PROBLEM REQUIREMENTS:
Work out how many lines in the data hold the word "align", and reply with that number only.

Recorded data:

- - - - -

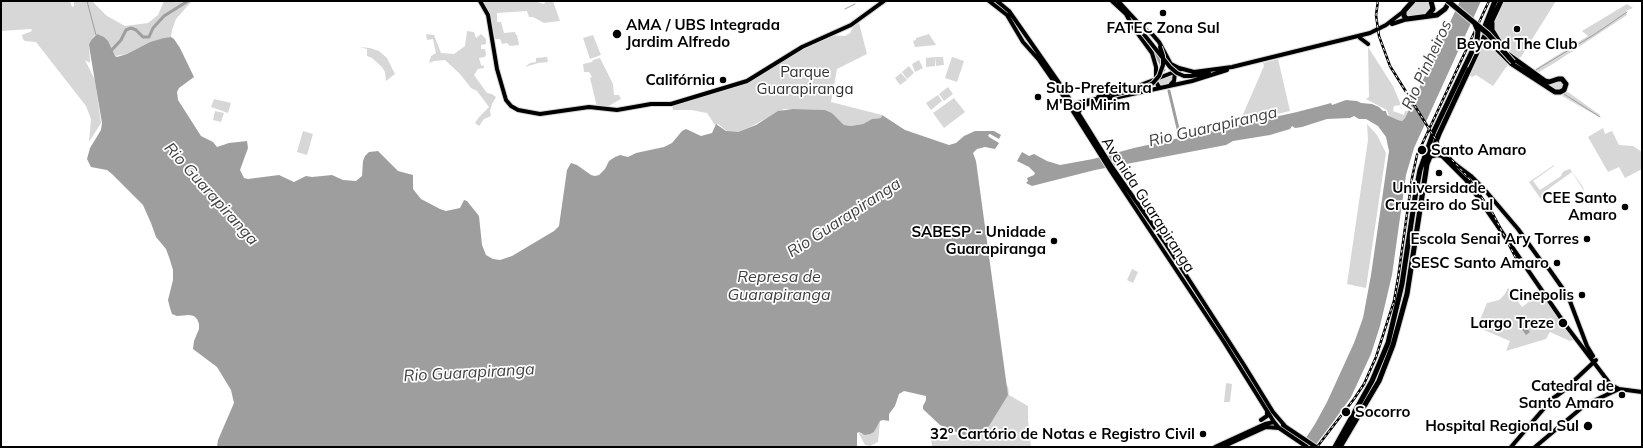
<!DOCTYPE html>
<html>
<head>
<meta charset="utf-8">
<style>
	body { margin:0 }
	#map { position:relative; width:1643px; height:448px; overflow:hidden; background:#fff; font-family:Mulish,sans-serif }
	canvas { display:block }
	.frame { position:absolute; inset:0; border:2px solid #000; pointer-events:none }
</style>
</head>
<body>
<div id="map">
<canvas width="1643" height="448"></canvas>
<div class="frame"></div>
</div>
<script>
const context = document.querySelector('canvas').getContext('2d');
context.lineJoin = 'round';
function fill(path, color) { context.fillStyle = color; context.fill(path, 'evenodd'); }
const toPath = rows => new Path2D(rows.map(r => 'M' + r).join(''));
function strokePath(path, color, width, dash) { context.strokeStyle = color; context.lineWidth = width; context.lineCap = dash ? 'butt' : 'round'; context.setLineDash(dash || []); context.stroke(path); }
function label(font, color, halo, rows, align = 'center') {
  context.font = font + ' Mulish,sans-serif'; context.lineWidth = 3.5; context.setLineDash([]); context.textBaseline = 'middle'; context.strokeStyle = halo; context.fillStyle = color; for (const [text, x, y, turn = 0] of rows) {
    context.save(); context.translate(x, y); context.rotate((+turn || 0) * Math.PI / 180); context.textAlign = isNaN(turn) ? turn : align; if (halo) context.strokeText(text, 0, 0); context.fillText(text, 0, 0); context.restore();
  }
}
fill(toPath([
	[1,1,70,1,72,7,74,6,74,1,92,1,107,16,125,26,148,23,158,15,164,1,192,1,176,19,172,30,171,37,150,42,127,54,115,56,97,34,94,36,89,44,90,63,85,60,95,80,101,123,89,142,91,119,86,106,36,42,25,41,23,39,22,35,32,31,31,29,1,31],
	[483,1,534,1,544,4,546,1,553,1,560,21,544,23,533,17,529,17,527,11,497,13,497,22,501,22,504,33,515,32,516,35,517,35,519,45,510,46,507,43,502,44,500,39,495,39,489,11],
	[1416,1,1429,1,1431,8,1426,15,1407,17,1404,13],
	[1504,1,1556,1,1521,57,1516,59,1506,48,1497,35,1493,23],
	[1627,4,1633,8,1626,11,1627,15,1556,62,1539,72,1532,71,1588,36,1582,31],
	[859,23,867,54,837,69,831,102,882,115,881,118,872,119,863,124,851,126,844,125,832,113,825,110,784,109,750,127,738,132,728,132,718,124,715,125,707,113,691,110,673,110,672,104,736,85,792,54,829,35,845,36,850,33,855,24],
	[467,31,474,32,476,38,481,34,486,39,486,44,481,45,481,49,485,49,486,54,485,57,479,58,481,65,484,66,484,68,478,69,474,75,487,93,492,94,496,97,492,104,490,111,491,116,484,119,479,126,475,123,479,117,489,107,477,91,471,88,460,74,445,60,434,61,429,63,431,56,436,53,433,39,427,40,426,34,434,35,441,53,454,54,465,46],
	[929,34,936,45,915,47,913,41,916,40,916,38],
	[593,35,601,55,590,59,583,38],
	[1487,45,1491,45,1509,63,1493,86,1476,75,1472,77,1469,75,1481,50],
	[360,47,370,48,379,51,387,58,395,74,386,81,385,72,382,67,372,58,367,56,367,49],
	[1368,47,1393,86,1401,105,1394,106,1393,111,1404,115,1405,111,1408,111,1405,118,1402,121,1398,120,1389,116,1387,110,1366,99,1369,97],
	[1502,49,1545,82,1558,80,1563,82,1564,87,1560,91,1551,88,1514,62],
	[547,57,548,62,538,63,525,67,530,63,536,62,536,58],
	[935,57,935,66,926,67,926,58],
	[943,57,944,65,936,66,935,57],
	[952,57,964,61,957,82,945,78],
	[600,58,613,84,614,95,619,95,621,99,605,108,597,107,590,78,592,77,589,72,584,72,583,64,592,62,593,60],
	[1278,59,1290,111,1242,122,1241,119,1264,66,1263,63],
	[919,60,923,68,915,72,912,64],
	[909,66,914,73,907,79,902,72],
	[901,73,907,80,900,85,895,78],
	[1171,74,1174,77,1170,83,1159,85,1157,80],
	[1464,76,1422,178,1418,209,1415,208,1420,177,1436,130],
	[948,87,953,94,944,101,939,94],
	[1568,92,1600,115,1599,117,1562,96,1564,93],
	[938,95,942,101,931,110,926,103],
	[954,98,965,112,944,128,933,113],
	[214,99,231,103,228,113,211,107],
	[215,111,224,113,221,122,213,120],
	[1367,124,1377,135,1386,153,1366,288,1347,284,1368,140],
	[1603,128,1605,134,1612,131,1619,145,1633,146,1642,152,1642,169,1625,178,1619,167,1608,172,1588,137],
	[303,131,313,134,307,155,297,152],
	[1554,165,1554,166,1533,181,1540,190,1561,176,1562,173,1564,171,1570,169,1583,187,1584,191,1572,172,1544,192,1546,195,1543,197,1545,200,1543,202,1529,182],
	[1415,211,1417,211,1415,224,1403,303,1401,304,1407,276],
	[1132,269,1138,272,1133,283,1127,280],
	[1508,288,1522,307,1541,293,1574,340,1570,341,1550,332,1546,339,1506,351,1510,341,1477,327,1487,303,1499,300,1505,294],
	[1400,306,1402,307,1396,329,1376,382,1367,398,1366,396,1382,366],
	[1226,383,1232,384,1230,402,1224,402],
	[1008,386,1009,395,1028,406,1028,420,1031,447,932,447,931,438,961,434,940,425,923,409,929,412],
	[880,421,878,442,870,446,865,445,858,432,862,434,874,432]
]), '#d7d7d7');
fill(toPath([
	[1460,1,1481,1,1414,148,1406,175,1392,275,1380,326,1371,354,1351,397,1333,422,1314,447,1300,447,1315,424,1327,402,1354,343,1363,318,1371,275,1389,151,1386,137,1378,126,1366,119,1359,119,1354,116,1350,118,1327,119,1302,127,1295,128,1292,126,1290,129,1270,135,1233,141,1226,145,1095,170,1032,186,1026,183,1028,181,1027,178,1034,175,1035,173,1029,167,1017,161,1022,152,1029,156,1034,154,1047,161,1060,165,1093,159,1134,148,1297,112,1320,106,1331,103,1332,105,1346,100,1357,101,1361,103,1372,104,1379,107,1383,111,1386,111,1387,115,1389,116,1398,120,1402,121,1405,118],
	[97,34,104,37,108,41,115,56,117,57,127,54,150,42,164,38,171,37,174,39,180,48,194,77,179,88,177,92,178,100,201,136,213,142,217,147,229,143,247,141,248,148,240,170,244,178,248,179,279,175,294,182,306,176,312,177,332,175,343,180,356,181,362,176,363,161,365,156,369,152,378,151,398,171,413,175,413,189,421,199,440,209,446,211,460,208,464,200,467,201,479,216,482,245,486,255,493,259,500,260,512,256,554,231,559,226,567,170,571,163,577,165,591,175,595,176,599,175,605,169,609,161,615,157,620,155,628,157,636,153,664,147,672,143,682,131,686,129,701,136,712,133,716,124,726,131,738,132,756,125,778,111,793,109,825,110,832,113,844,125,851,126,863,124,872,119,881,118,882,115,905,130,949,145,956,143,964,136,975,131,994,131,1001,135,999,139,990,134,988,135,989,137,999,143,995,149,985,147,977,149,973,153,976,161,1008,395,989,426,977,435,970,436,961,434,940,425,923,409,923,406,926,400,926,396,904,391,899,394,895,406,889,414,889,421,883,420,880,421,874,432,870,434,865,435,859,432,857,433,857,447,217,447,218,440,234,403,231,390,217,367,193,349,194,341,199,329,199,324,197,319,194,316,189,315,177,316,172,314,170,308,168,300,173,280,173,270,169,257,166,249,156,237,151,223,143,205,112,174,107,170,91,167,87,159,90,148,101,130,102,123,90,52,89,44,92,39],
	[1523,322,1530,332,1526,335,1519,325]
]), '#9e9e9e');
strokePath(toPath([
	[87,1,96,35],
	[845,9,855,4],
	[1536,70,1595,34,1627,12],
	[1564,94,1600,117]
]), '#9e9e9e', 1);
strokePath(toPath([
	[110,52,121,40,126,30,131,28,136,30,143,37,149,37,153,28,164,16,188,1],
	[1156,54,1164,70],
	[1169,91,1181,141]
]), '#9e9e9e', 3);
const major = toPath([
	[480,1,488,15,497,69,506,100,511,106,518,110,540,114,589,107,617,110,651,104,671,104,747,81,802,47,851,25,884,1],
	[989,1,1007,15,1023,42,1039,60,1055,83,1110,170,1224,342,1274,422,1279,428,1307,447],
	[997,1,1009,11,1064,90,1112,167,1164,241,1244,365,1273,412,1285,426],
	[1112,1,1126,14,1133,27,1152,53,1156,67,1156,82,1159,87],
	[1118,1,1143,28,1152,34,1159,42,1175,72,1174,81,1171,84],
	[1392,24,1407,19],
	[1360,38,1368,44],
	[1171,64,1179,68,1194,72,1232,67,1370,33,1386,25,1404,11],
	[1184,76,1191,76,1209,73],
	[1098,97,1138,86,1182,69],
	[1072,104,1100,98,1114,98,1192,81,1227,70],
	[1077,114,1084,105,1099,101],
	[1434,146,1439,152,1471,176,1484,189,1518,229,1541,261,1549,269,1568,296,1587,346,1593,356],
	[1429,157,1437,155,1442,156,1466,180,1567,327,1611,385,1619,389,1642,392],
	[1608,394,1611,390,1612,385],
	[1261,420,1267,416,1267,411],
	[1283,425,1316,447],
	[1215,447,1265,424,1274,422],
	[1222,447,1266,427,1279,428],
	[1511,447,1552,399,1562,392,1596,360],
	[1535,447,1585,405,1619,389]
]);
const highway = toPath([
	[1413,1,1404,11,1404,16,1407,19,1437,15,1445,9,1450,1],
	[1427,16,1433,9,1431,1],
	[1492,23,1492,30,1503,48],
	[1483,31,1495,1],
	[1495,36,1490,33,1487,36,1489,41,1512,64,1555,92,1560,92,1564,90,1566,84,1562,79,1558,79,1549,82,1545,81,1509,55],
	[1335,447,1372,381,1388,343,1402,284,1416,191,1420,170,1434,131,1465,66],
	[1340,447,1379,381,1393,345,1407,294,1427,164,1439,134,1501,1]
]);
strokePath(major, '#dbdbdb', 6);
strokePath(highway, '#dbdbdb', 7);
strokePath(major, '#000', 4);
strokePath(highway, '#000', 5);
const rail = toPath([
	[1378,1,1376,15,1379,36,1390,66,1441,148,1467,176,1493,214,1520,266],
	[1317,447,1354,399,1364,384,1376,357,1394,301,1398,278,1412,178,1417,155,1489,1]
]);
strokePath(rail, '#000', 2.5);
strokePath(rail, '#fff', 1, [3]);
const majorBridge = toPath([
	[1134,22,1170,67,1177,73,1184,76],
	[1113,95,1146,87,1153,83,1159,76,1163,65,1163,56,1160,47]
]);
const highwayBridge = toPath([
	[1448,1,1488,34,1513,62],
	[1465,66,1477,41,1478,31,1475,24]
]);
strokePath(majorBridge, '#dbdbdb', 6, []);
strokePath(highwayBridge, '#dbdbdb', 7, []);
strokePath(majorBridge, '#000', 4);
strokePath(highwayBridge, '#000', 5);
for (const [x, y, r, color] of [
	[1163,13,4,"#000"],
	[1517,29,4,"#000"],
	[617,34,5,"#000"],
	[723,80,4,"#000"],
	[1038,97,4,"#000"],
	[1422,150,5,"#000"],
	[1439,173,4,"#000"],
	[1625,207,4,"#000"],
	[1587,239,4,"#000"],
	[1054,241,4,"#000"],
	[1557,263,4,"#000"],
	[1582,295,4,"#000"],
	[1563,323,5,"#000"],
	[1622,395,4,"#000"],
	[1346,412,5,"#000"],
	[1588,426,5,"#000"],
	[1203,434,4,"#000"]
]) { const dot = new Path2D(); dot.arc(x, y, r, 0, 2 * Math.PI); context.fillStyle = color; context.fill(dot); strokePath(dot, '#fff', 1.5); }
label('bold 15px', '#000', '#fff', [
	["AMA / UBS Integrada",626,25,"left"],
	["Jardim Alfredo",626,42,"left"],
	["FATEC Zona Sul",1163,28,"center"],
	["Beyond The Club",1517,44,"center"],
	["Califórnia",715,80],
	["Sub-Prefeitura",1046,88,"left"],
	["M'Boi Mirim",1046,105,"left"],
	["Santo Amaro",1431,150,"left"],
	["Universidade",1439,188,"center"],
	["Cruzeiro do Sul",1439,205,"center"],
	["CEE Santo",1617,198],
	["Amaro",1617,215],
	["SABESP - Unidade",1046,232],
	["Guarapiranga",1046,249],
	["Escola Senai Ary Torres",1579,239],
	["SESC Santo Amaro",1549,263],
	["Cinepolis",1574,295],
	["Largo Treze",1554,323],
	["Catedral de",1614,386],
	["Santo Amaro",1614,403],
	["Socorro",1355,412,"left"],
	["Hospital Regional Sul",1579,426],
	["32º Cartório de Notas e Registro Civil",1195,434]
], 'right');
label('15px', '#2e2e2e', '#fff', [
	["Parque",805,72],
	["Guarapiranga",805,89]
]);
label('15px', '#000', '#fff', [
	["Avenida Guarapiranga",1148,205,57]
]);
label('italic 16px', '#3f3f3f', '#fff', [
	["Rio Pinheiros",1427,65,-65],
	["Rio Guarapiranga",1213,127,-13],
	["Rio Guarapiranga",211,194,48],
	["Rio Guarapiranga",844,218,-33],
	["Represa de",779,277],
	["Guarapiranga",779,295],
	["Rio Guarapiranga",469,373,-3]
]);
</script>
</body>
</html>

- - - - -

SOLUTION FOR THIS EXERCISE:
2